You can buy grilled chicken and use the breast to make this recipe or grill chicken breasts at home, for warm, tender, and juicy meat that will make this salad spectacular. If you want a healthier salad, cook skinless chicken breasts but it will be a lot more flavorful with the skin on. Boneless chicken breast is also good but cooking it with the bone makes it more tasty since the a lot of the flavor is concentrated in the bone and oozes out while cooking. Take the bone off (and the skin of you want less fat) after cooking and then slice the meat into large cubes for making the salad.
Overcooking the chicken will make it leathery and dry, and undercooking makes it unsafe. For perfectly grilled chicken breasts with crunchy skin and moist, tender meat, rinse and thoroughly dry the chicken breasts then sprinkle with some salt over and under the skin. Allow this to marinade in the refrigerator for at least two hours, covered in plastic wrap or lid. You can also season the chicken with herbs, spices, or sauce, and some pepper depending on your preference. Before grilling, allow the chicken to come to room temperature, which should take about 30 minutes.
The best way to toast the chicken is over direct, high heat to quickly sear the skin and seal in the juices. Place the chicken on the hottest part of the grill to make grill marks.
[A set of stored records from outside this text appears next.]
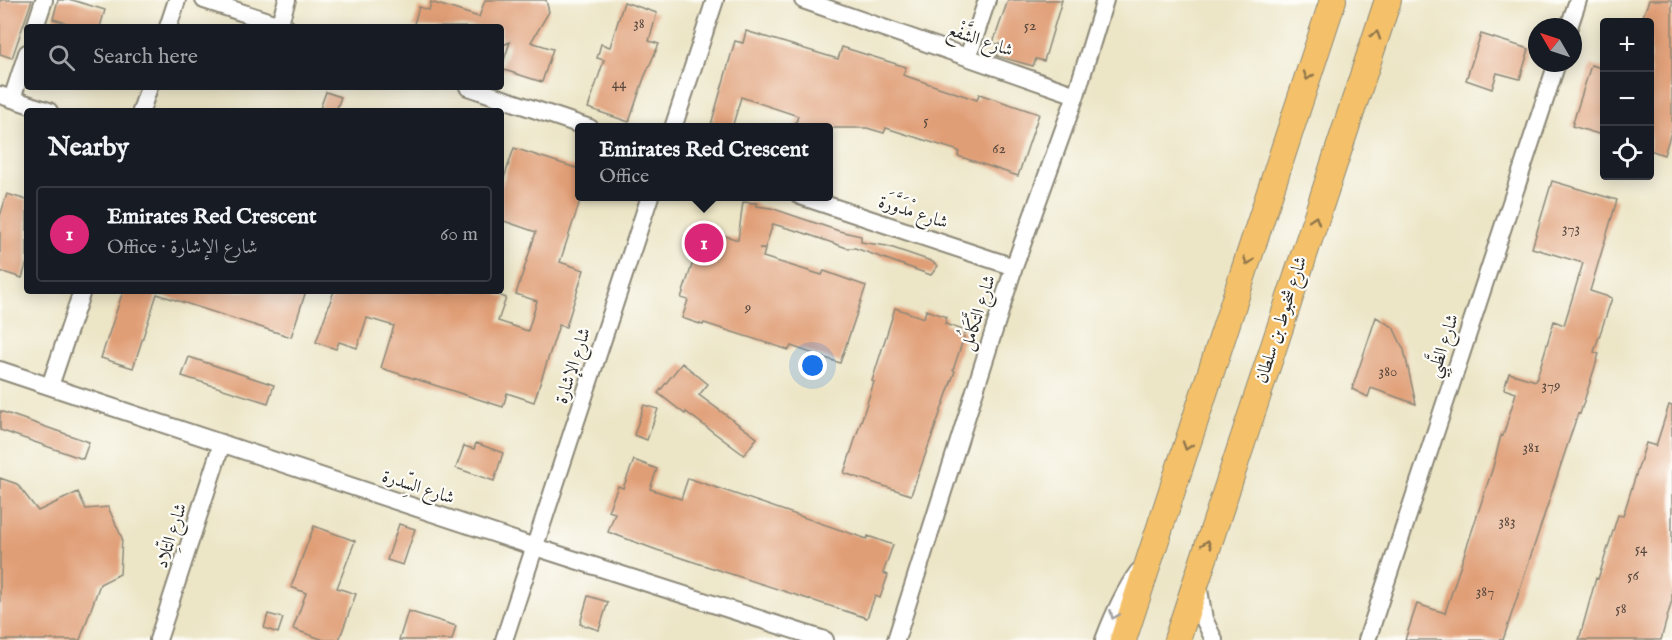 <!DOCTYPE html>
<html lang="en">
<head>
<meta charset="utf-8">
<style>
  body { margin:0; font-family:"IM FELL English",Amiri,serif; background:#20242c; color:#f1f3f6 }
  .controls { position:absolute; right:18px; top:18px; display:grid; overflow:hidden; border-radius:6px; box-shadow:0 3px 15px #0003 }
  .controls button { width:54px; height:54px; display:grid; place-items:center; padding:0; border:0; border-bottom:2px solid #363941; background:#171b24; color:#f1f3f6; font:30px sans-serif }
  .compass { position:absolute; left:1528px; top:18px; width:54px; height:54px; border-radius:50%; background:#171b24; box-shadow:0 3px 15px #0003; rotate:309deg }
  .you { position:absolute; left:813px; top:366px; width:21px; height:21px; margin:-15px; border:4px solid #fff; border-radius:50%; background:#1a73e8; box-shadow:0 0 0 9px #1a73e833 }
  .badge { display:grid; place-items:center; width:39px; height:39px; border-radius:50%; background:#db2777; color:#fff; font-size:20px; font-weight:700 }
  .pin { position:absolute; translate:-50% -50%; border:3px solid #fff; box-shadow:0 2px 6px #0006 }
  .popup { position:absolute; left:575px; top:123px; width:258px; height:78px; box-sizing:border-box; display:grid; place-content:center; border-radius:6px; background:#171b24; filter:drop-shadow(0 2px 4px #0005); font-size:20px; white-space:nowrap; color:#9ea1a6 }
  .popup b { font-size:22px; color:#f1f3f6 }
  .popup::after { content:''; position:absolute; left:50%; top:100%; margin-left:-12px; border:12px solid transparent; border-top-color:#171b24 }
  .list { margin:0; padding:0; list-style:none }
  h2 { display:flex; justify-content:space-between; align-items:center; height:78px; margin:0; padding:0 24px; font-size:26px }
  h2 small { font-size:20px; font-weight:400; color:#9ea1a6 }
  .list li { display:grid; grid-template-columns:39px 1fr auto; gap:18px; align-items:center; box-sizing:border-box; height:96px; margin:0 12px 12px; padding:0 12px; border:2px solid #363941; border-radius:6px }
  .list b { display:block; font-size:22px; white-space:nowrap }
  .list p { margin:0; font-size:20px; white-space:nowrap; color:#9ea1a6 }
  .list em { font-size:20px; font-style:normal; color:#9ea1a6 }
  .icon { flex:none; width:33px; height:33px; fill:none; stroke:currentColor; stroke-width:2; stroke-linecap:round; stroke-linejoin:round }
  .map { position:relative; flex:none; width:1672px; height:640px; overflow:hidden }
  .search { position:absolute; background:#171b24; box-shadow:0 3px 15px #0003; left:24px; top:24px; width:480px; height:66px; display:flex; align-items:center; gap:15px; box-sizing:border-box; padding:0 21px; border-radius:6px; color:#9ea1a6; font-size:22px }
  .panel { position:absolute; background:#171b24; box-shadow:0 3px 15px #0003; left:24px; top:108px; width:480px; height:186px; border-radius:6px }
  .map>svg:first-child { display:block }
</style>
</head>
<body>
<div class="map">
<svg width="1672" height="640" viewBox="0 0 1672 640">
  <rect width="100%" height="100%" fill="#fdfcf7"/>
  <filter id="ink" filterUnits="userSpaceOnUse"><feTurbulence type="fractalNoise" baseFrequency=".0167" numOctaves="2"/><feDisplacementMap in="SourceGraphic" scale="12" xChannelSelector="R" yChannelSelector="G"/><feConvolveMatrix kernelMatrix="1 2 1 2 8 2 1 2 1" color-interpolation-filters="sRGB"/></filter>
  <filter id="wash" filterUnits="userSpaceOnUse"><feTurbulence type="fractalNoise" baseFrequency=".008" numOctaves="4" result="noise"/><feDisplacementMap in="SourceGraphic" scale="24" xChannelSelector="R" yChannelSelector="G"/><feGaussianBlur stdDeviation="1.35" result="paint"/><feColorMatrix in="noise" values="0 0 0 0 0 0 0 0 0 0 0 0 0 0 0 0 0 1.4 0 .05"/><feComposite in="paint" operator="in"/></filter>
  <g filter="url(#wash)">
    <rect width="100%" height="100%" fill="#ece5c6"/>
    <g id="blocks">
      <!-- building -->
      <path fill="#e09e76" d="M 0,0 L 32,0 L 12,58 L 0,54 Z
        M 58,0 L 72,0 L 105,10 L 100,27 L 80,27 L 53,19 Z
        M 485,0 L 546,0 L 549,12 L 531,42 L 553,49 L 542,82 L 501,69 L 510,42 L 501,46 L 501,27 L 413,27 L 419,7 L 429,10 L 431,2 L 479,17 Z
        M 1008,0 L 1062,0 L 1044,61 L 1036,59 L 1033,66 L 997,56 L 1000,44 L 993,43 Z
        M 1649,0 L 1672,0 L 1672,129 L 1664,155 L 1650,150 L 1650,22 L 1641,22 Z
        M 624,2 L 657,13 L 649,41 L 659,44 L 644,78 L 629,122 L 588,108 L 604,60 L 597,58 L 601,44 L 610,47 Z
        M 746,31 L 838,59 L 842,47 L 906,67 L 903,75 L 977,100 L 979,94 L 1039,114 L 1018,176 L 958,156 L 959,151 L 886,128 L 884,133 L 867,128 L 794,128 L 798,116 L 741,97 L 732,128 L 710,128 L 735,41 L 743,43 Z
        M 1481,34 L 1529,49 L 1520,79 L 1497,73 L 1492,89 L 1466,80 Z
        M 1591,65 L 1605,69 L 1605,136 L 1572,126 Z
        M 326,92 L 341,97 L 336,111 L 319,111 Z
        M 514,148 L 579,169 L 579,204 L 560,262 L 584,270 L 566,327 L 559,325 L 534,402 L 507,393 L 503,407 L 381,368 L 394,326 L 367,318 L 357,348 L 339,342 L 336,349 L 316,342 L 334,291 L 490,291 L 506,298 L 498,321 L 528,331 L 537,301 L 516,294 L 536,232 L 501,220 L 501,187 Z
        M 1552,181 L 1617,200 L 1590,291 L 1612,298 L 1594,352 L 1599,354 L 1580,414 L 1578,413 L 1503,640 L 1405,640 L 1417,604 L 1445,613 L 1493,467 L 1501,435 L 1503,436 L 1516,393 L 1504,389 L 1509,373 L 1536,381 L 1554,321 L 1564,325 L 1583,263 L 1532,248 Z
        M 7,194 L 27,200 L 27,262 L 22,278 L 0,271 L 0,216 Z
        M 743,202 L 756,203 L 756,206 L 771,208 L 839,231 L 861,236 L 861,242 L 887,246 L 931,261 L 938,266 L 931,275 L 855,248 L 847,248 L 801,232 L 773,224 L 765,248 L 759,248 L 765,250 L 763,257 L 822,275 L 824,271 L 866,286 L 840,363 L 791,346 L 789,350 L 704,323 L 703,325 L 682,318 L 688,300 L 681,298 L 704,229 L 738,240 Z
        M 123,291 L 306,291 L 291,337 L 157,294 L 133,368 L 101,358 Z
        M 895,308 L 924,318 L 926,310 L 947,317 L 945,324 L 966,331 L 953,370 L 955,371 L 911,495 L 844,473 L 874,382 L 872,381 Z
        M 1376,317 L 1393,327 L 1404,350 L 1416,404 L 1371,388 L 1368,397 L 1352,389 Z
        M 189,357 L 274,385 L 268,403 L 182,376 Z
        M 682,363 L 708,384 L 699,395 L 757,438 L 744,455 L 686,412 L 685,414 L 658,393 Z
        M 644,405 L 658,409 L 647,440 L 634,435 Z
        M 1669,405 L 1672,406 L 1672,600 L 1661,640 L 1579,640 L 1596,578 L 1598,579 L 1618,515 L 1623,516 L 1646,443 L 1656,446 Z
        M 0,411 L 89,442 L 83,459 L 0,430 Z
        M 476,443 L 503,453 L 494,481 L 456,468 L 464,446 L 474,449 Z
        M 634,460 L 657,469 L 650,489 L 681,499 L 688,478 L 867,539 L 868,536 L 893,545 L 883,573 L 888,575 L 880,598 L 875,596 L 867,618 L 657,550 L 608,532 L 615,513 L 608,511 L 618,486 L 623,488 Z
        M 0,478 L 17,484 L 38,511 L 78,492 L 86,509 L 108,507 L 122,538 L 120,574 L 100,584 L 80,640 L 0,640 Z
        M 399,524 L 415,529 L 403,565 L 387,560 Z
        M 314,526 L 355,541 L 337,588 L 356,594 L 339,640 L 324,640 L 293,629 L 306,593 L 291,587 Z
        M 588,596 L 608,602 L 599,630 L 580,624 Z
        M 408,611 L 456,626 L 452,640 L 399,640 Z
        M 268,614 L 283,618 L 278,633 L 264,628 Z"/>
    </g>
  </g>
  <g filter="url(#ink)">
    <use href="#blocks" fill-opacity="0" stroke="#8c8878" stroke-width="1.5"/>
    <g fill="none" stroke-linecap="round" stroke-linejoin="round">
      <defs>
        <path id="street" d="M 204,0 L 286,27
          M 803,0 L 1076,95
          M 279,25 L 287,0
          M 35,27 L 44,0
          M 168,27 L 177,0
          M 1569,27 L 1578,0
          M 968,57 L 987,0
          M 468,87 L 590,128
          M 0,95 L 49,111
          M 12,99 L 27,53
          M 141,111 L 149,87
          M 673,128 L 715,0
          M 800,196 L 1014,267
          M 0,370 L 535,547 L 825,640
          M 50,386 L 82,291
          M 1198,584 L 1204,619 L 1214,640
          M 158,640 L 222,443
          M 504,640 L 650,196
          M 896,640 L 1014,267 L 1076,95 L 1105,0
          M 1104,640 C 1113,616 1123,593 1138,572
          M 1367,640 L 1557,63"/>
        <path id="primary" d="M 1123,640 L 1333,0
          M 1177,640 L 1388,0"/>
      </defs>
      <!-- street casing -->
      <use href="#street" stroke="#8c8878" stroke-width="20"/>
      <!-- primary casing -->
      <use href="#primary" stroke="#8c8878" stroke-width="28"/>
      <!-- street -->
      <use href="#street" stroke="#fff" stroke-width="16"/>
      <!-- primary -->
      <use href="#primary" stroke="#f4c16b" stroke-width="26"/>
    </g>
    <!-- one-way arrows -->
    <defs><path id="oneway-chevron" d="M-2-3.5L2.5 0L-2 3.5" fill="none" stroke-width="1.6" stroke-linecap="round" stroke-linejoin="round" transform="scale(1.5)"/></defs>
    <g stroke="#90764b">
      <use href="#oneway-chevron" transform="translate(1376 35) rotate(-72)"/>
      <use href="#oneway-chevron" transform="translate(1308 76) rotate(108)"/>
      <use href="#oneway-chevron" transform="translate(1315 220) rotate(-72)"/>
      <use href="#oneway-chevron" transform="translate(1248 261) rotate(108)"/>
      <use href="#oneway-chevron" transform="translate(1187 446) rotate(108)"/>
      <use href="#oneway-chevron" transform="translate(1207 544) rotate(-72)"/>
    </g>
    <use stroke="#a0a0a0" href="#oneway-chevron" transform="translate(1114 615) rotate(113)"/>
  </g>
  <g text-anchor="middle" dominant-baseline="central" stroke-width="4.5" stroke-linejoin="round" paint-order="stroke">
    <!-- number labels -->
    <g font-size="15" fill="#58483e">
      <text x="639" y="23">38</text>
      <text x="1030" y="25">52</text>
      <text x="619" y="83">44</text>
      <text x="926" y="120">5</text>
      <text x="999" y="148">62</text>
      <text x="1571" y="228">373</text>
      <text x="748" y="307">9</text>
      <text x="1388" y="371">380</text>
      <text x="1551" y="385">379</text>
      <text x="1531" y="447">381</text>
      <text x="1507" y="521">383</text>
      <text x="1641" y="548">54</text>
      <text x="1633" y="575">56</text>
      <text x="1485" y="591">387</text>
      <text x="1621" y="608">58</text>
    </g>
    <!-- street labels -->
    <g font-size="18" fill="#2b2b2b" stroke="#fdfcf7">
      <text transform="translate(980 41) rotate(19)">شارع الشَّفْع</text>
      <text transform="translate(913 213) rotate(18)">شارع مْدَوَّرَة</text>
      <text transform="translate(979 313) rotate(-72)">شارع التَّكَامُل</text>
      <text transform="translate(1282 320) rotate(-72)">شارع شخبوط بن سلطان</text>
      <text transform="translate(1444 346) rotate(-72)">شارع الظَّبِي</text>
      <text transform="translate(574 366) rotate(-72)">شارع الإشارة</text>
      <text transform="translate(418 488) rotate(18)">شارع السِّدرة</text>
      <text transform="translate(172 536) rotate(-72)">شارع التِّلاد</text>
    </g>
  </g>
</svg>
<div class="controls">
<button>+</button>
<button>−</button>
<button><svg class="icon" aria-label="locate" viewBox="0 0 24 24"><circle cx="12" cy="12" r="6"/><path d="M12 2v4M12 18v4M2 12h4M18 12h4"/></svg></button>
</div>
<svg class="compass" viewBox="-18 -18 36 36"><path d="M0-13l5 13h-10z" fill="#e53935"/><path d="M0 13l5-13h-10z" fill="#9ea1a6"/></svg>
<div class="you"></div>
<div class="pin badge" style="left:704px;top:243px">1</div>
<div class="popup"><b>Emirates Red Crescent</b>Office</div>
<div class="search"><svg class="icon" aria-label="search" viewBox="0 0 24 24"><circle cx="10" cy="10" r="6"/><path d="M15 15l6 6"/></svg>Search here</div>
<section class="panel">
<h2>Nearby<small></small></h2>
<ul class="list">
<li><span class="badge">1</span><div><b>Emirates Red Crescent</b><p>Office · شارع الإشارة</p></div><em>60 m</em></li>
</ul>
</section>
</div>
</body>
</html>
When the flesh turns opaque, flip the chicken to cook the other side.
4 grilled chicken breasts (season as you prefer), cooled and cut into cubes
1 lb. of mixed leafy greens such as Spring Mix or any lettuce type you prefer
1 cup each blackberries; raspberries; dried cranberries (unsweetened); and mango (cubed)
2 cup each mandarin (or tangerine) oranges (peeled and sectioned); cantaloupe (cubed); sliced strawberries; watermelon (cubed)
1 cup each cucumbers (chopped); radishes (diced); celery (sliced)
Lemon Juice (to taste)
Olive oil (to taste)
Salt and Pepper (to taste)
1 cup pecans, cashews, or almonds or a mix (optional)
1 In a large bowl, mix together all the fruits and vegetables. Add the cubed chicken. You can either add it cold or warm, but it is more flavorful and juicy when added warm. Add the greens and gently turn to mix the ingredients.
2 Drizzle preferred amounts of lemon juice and olive oil over the salad. Add salt and pepper to taste to the salad. Again, gently turn the salad to blend all ingredients. Garnish with nuts. Serve as is or with your favorite dressing.